テレビなどの業界で、番組の入れ替わりの時期を指す改変期の多くも春だ。いつも欠かさず見ていたテレビやラジオの番組が、改変期によって終了してしまうのも悲しい。長く続いていた番組ほど、思い入れもあり、悲しみも大きい。

自分の好きなものや、安心できる場所が、失くなってしまったり、変わってしまったりするのが怖くて堪らない。



だけど、二年前、お守りのような大切な曲に出会った。
「Hey! Say! JUMP」の『春玄鳥』。

『はるつばめ』と読むこの曲は、当時のテレビアニメ「ラブオールプレー」の主題歌に起用されており、楽曲提供は「sumika」の皆さん方。

迷い、傷付きながらも、自分の進む空へ向かって懸命に飛び続ける主人公の様子を、ツバメが飛ぶ姿に例えた爽やかな歌詞。
直接的に聴く人を応援するようなフレーズは出てこないが、聴く度に心がふんわりと救われる。
MVでは、Hey! Say! JUMPの8人が、優しい歌声と弾ける笑顔で包み込んでくれる。

頭と拳をぶん回しながら、"「やればできるさ」 喧しいよな"と歌うメンバーが愛おしい。

二番のサビに出てくる「燕子花(カキツバタ)」が何なのか気になり調べると、花の名前だった。花言葉は、「幸せは必ず来る」。ツバメが羽を広げたような形の花びらで、ツバメは幸運を運んでくれる縁起の良い鳥ということから、この花言葉になったと言われているそうだ。

フラフラと傷付いた羽でも、自分の進む空へ懸命に飛んで行った先には、幸せが私たちを待っているのだ。

来年の春には、今よりもなりたい自分になれているだろうか。誰かのために頑張るのは疲れてしまうけれど、自分の夢や理想に向かって努力するのは格好いい。幸せになるための失敗や苦労は、我慢できるようにならないといけない。

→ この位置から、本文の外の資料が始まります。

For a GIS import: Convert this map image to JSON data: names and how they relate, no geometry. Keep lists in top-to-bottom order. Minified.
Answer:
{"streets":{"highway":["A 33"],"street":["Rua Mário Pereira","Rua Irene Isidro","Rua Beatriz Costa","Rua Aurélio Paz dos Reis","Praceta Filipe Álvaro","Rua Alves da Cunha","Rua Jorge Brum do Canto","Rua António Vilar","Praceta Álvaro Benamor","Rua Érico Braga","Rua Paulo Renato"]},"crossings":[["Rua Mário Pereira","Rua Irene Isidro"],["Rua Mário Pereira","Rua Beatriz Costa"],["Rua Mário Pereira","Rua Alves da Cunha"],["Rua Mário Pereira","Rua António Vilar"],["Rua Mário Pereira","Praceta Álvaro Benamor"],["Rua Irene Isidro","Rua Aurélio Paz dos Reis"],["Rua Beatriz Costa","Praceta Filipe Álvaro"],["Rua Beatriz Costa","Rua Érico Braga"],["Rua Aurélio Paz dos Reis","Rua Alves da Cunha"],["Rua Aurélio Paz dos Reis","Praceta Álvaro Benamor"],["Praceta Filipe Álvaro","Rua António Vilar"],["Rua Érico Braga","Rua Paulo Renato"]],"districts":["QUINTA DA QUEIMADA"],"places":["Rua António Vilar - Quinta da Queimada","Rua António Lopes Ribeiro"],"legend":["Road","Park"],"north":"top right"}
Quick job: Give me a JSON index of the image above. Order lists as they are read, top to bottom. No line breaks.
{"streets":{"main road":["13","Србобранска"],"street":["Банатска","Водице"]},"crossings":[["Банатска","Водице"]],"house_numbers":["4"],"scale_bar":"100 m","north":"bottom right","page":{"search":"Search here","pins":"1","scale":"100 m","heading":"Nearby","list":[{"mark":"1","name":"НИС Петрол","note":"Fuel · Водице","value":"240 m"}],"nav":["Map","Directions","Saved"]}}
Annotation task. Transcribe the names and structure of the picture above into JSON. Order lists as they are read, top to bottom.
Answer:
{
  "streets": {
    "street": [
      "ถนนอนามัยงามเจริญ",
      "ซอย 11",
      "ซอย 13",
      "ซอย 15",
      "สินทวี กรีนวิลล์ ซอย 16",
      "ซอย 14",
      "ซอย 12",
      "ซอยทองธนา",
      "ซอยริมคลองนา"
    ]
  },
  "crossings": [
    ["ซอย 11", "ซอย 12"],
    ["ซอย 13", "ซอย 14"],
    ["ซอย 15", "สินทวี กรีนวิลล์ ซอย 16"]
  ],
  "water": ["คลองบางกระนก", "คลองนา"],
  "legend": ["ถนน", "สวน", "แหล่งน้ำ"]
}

自分の好きなものや、安心できる場所が、失くなってしまったり、変わってしまったりするのは怖いけれど、失うと同時に得るものも必ずあるし、環境が変わる度になりたい自分に近付けているのだろう。



「春」という季節自体は好きだ。でもやっぱり、出会いや別れは好きになれない。
だけど春玄鳥に出会えてからは、ほんの少し楽しみにしている、かもしれない。春が来る度に、毎年この曲をお守りにして生きている。私にとって春は、なりたい自分を思い描く季節。

一年で一番、特別な季節かもしれない。